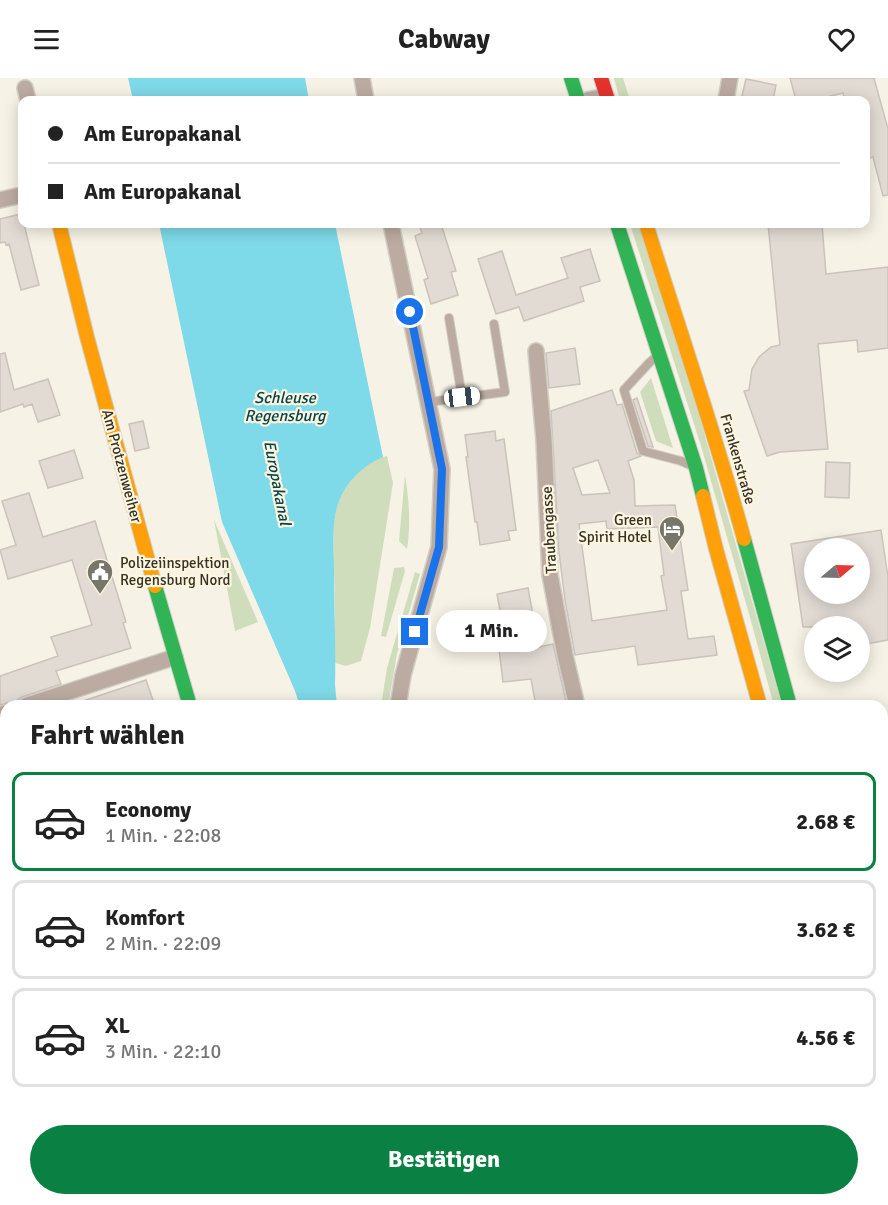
<!DOCTYPE html>
<html lang="de">
<head>
<meta charset="utf-8">
<style>
	:root { --surface:#fff; --page:#f6f6f6; --text:#222; --muted:#767676; --line:#e0e0e0; --accent:#0b8043 }
	body { margin:0; font-family:Signika,sans-serif; background:var(--page); color:var(--text); height:100vh; display:flex; flex-direction:column; font-size:22px; white-space:nowrap }
	* { box-sizing:border-box; margin:0 }
	p { font-size:20px; color:var(--muted) }
	.icon { flex:none; width:33px; height:33px; fill:none; stroke:currentColor; stroke-width:2; stroke-linecap:round; stroke-linejoin:round }
	.map { position:relative; flex:1; overflow:hidden }
	.drawer { position:absolute; left:0px; top:622px; width:888px; height:506px; display:flex; flex-direction:column; background:var(--surface); border-radius:18px 18px 0 0; box-shadow:0 3px 15px #0003 }
	.drawer>* { flex:none }
	.top-card { position:absolute; left:18px; top:18px; width:852px; height:132px; border-radius:12px; box-shadow:0 3px 15px #0003; display:grid; align-content:center; height:132px; padding:0 30px; background:var(--surface) }
	.needle { width:39px; rotate:71deg }
	.fabs { position:absolute; left:804px; top:460px; display:grid; gap:12px }
	.fabs a { display:grid; place-items:center; width:66px; height:66px; border-radius:50%; background:var(--surface); box-shadow:0 3px 15px #0003; font-size:30px }
	.end { position:absolute; width:27px; height:27px; margin:-14px; border:8px solid #1a73e8; background:#fff; box-shadow:0 0 0 3px #fff }
	.from { border-radius:50% }
	.bubble { position:absolute; height:42px; border-radius:21px; background:var(--surface); box-shadow:0 3px 15px #0003; font-size:20px; font-weight:800; line-height:42px; text-align:center }
	.car { position:absolute; width:18px; height:36px; margin:-18px -9px; border-radius:8px; box-shadow:0 0 4px 2px #0007; background:linear-gradient(#fff 24%,#345 0 40%,#fff 0 76%,#345 0 86%,#fff 0) }
	.top-card b { display:flex; align-items:center; gap:21px; height:57px; font-size:22px }
	.top-card b+b { border-top:2px solid var(--line) }
	.top-card i { width:15px; height:15px; background:var(--text) }
	ul { padding:0; list-style:none }
	li { display:flex; align-items:center; gap:18px; height:99px; margin:0 12px 9px; padding:0 18px; border:3px solid var(--line); border-radius:12px }
	li div { flex:1 }
	li b { display:block; font-size:22px }
	li em { font-style:normal; font-weight:800 }
	li.on { border-color:var(--accent) }
	li>.icon { width:54px; height:54px; stroke-width:1.5 }
	h2 { padding:0 30px; font-size:27px; line-height:72px }
	.primary-button { display:flex; gap:12px; margin-top:auto; padding:12px 30px }
	.primary-button a { flex:1; height:69px; border-radius:36px; background:var(--accent); color:#fff; font-size:24px; font-weight:800; line-height:69px; text-align:center }
	header { display:flex; justify-content:space-between; align-items:center; height:78px; padding:0 30px; background:var(--surface); font-size:27px; font-weight:800 }
	.map>svg:first-child { display:block }
	.green { fill:#d0ddbc }
	.water { fill:#7ed9e8 }
	.building { fill:#e2dbd4; stroke:#cac3bc; stroke-width:1.5; fill-rule:evenodd }
	.lines { fill:none; stroke-linecap:round; stroke-linejoin:round }
	.lane-casing { stroke:#d1cec5; stroke-width:10 }
	.street-casing { stroke:#d1cec5; stroke-width:18 }
	.fast-casing { stroke:#d1cec5; stroke-width:16 }
	.slow-casing { stroke:#d1cec5; stroke-width:16 }
	.jam-casing { stroke:#d1cec5; stroke-width:16 }
	.lane { stroke:#bcaba0; stroke-width:8 }
	.street { stroke:#bcaba0; stroke-width:15 }
	.fast { stroke:#30b455; stroke-width:14 }
	.slow { stroke:#ff9f0a; stroke-width:14 }
	.jam { stroke:#e5322d; stroke-width:14 }
	.route { stroke:#1a73e8; stroke-width:8 }
	.labels { text-anchor:middle; dominant-baseline:central; stroke-width:4.5; stroke-linejoin:round; paint-order:stroke }
	.street-label { font-size:15px; fill:#343128; stroke:#fdf5de }
	.poi-label { font-size:15px; fill:#343128; stroke:#fdf5de; text-anchor:end }
	.water-label { font-size:16px; font-style:italic; fill:#05434e; stroke:#fdf5de }
</style>
</head>
<body>
<header><svg class="icon" aria-label="menu" viewBox="0 0 24 24"><path d="M4 6h16M4 12h16M4 18h16"/></svg>Cabway<svg class="icon" aria-label="heart" viewBox="0 0 24 24"><path d="M12 20l-8-8c-3-5 5-10 8-4 3-6 11-1 8 4z"/></svg></header>
<div class="map">
<svg width="888" height="1127" viewBox="0 0 888 1127">
	<rect width="100%" height="100%" fill="#f6f2e5"/>
	<!-- green -->
	<path class="green" d="M614 0H623L630 22H620Z
		M630 146H638L681 274 782 628H774L751 543 701 368Z
		M651 300 673 370 656 363 640 314Z
		M387 378 393 405 370 550 361 583 346 588 335 585C335 553 335 521 334 488 334 470 332 451 336 433 341 409 362 383 387 378Z
		M405 397C409 422 411 446 407 471L399 463Z
		M214 442 258 544 235 553Z
		M404 489 405 493 386 559 381 558 394 490Z
		M415 494 420 496 397 576 388 628H381L387 590Z
		M253 1122H294V1127H256Z"/>
	<!-- water -->
	<path class="water" d="M128 0H305L309 22H133Z
		M159 146H335L383 379C364 387 347 402 339 423 331 444 334 469 334 491 334 530 336 568 335 607L337 628H300L295 613 222 444Z
		M407 1122H437L438 1127H408Z"/>
	<!-- building -->
	<path class="building" d="M790 0H874L888 51V117L883 118 873 79 866 81V22H845L843 15 815 22H796Z
		M746 1 776 7 773 22H741Z
		M21 136 22 146H24L39 207 21 212 9 166 6 167 5 164 0 165V141Z
		M419 146H441L456 193 451 194 458 217 431 226 424 202 428 200 415 158 422 155Z
		M768 146H822L826 196 888 189V270L858 274 857 262 818 266 828 371 780 374 767 378 744 313 749 312 752 291 759 279 771 269 780 267Z
		M590 171 600 203 580 209 584 223 524 243 519 229 496 236 478 181 502 173 516 217 568 200 561 180Z
		M575 270 580 306 549 310 546 275Z
		M5 275 14 312 48 301 60 337 38 344 32 326 24 329 23 326 0 334V276Z
		M612 312 617 327 622 326 637 375 641 378 628 383 634 402 635 428 675 427 688 512 681 513 688 561 714 558 717 577 638 587 635 568 575 577 565 522 559 474 551 333ZM598 382 610 415 582 417 573 390ZM606 443 607 451 658 449 664 497 661 498 667 532 592 543 579 446Z
		M637 320 653 369 648 368 633 322Z
		M143 343 149 370 135 373 129 346Z
		M495 353 496 363 504 361 516 452 508 453 510 462 480 467 477 444H475L466 379H468L465 357Z
		M74 372 83 400 48 410 39 383Z
		M826 384 850 385 849 420 825 419Z
		M29 415 43 459 95 443 126 544 123 545 131 570 56 593 61 606 22 619 17 622 16 628H13L7 625 0 627V598L58 578 51 559 92 547 72 482 8 501 0 472 16 467 2 423Z
		M881 452 888 499V562L860 567V549H803L791 466ZM814 471H860V516H814Z
		M528 510 539 569 553 566 567 628H536L531 601 503 604 499 571 507 570 497 516Z
		M146 602 155 628H74V626Z"/>
	<g class="lines">
		<!-- lane casing -->
		<g class="lane-casing">
			<path id="lane" d="M449 240 462 319
				M658 277 649 285 624 312 643 373 681 383 690 387
				M429 324 505 314 494 246
				M0 891 6 887"/>
		</g>
		<!-- street casing -->
		<g class="street-casing">
			<path id="street" d="M362 0 366 22
				M25 10 28 22
				M587 22 606 18
				M726 22 730 0
				M0 122 22 117
				M391 146 442 391 439 469 403 597 398 628
				M536 273 544 362 550 497 565 577 577 628
				M25 628 175 579
				M0 637 6 635
				M882 698 888 697
				M0 951 6 969
				M0 1012 6 1010
				M0 1067 6 1084
				M0 1105 6 1103
				M359 1122 360 1127
				M546 1122 548 1127"/>
		</g>
		<!-- fast casing -->
		<g class="fast-casing">
			<path id="fast" d="M571 0 578 22
				M617 146 696 390 703 418
				M744 461 790 628
				M155 508 190 628
				M882 959 888 981
				M882 1076 888 1100"/>
		</g>
		<!-- slow casing -->
		<g class="slow-casing">
			<path id="slow" d="M59 146 87 259 155 508
				M646 146C679 251 715 355 744 461
				M703 418 716 471 760 628"/>
		</g>
		<!-- jam casing -->
		<g class="jam-casing">
			<path id="jam" d="M601 0 608 22"/>
		</g>
		<!-- lane -->
		<use href="#lane" class="lane"/>
		<!-- street -->
		<use href="#street" class="street"/>
		<!-- fast -->
		<use href="#fast" class="fast"/>
		<!-- slow -->
		<use href="#slow" class="slow"/>
		<!-- jam -->
		<use href="#jam" class="jam"/>
	</g>
	<g class="lines">
		<!-- route -->
		<path class="route" d="M410 234 442 391 439 469 415 554"/>
	</g>
	<!-- icons -->
	<defs>
		<g id="hotel-pin" transform="scale(1.35)"><path d="M0 17L-7.5 6A9.5 9.5 0 1 1 7.5 6Z" fill="#78756a" stroke="#fdf5de"/><path d="M-6-4.5h1.5V1H6V5H4.5V3h-9V5H-6ZM-4 0a1.8 1.8 0 1 1 3.6 0ZM.5 0V-2.5h3Q6-2.5 6 0Z" fill="#fff"/></g>
		<g id="civic-pin" transform="scale(1.35)"><path d="M0 17L-7.5 6A9.5 9.5 0 1 1 7.5 6Z" fill="#78756a" stroke="#fdf5de"/><path d="M-.6-6.5H3V-4.5H.6V-3L4-1V1h2V6H-6V1h2V-1L-.6-3ZM-1.2 2.5V6h2.4V2.5Z" fill="#fff"/></g>
	</defs>
	<g fill-rule="evenodd">
		<use href="#hotel-pin" x="672" y="451"/>
		<use href="#civic-pin" x="100" y="494"/>
	</g>
	<g class="labels">
		<!-- street labels -->
		<g class="street-label">
			<text transform="translate(738 381) rotate(74)">Frankenstraße</text>
			<text transform="translate(122 388) rotate(75)">Am Protzenweiher</text>
			<text transform="translate(549 452) rotate(-93)">Traubengasse</text>
		</g>
		<!-- poi labels -->
		<g class="poi-label">
			<text x="652" y="442">Green<tspan x="652" dy="17">Spirit Hotel</tspan></text>
			<text x="120" y="485" text-anchor="start">Polizeiinspektion<tspan x="120" dy="17">Regensburg Nord</tspan></text>
		</g>
		<!-- water labels -->
		<g class="water-label">
			<text x="285" y="320">Schleuse<tspan x="285" dy="18">Regensburg</tspan></text>
			<text transform="translate(277 405) rotate(79)">Europakanal</text>
		</g>
	</g>
</svg>
<div class="fabs">
<a><svg class="needle" viewBox="-14 -14 28 28"><path d="M0-13l5 13h-10z" fill="#e53935"/><path d="M0 13l5-13h-10z" fill="#767676"/></svg></a>
<a><svg class="icon" aria-label="layers" viewBox="0 0 24 24"><path d="M12 4l9 5-9 5-9-5zM3 14l9 5 9-5"/></svg></a>
</div>
<i class="end from" style="left:410px;top:234px"></i>
<i class="end" style="left:415px;top:554px"></i>
<div class="bubble" style="left:436px;top:532px;width:111px">1 Min.</div>
<i class="car" style="left:462px;top:319px;rotate:83deg"></i>
<div class="top-card">
<b><i class="from"></i>Am Europakanal</b>
<b><i></i>Am Europakanal</b>
</div>
<section class="drawer">
<h2>Fahrt wählen</h2>
<ul>
<li class="on"><svg class="icon" aria-label="car" viewBox="0 0 24 24"><path d="M5 17H2v-5l4-1 3-4h7l3 4 3 1v5h-3M9 17h6M6 11h13"/><circle cx="7" cy="17" r="2"/><circle cx="17" cy="17" r="2"/></svg><div><b>Economy</b><p>1 Min. · 22:08</p></div><em>2.68 €</em></li>
<li><svg class="icon" aria-label="car" viewBox="0 0 24 24"><path d="M5 17H2v-5l4-1 3-4h7l3 4 3 1v5h-3M9 17h6M6 11h13"/><circle cx="7" cy="17" r="2"/><circle cx="17" cy="17" r="2"/></svg><div><b>Komfort</b><p>2 Min. · 22:09</p></div><em>3.62 €</em></li>
<li><svg class="icon" aria-label="car" viewBox="0 0 24 24"><path d="M5 17H2v-5l4-1 3-4h7l3 4 3 1v5h-3M9 17h6M6 11h13"/><circle cx="7" cy="17" r="2"/><circle cx="17" cy="17" r="2"/></svg><div><b>XL</b><p>3 Min. · 22:10</p></div><em>4.56 €</em></li>
</ul>
<div class="primary-button"><a>Bestätigen</a></div>
</section>
</div>
</body>
</html>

DIRECTIONS:
Determine how many lines of the records contain the word "water". Reply with the number by itself.

SOLVED EXERCISE:
6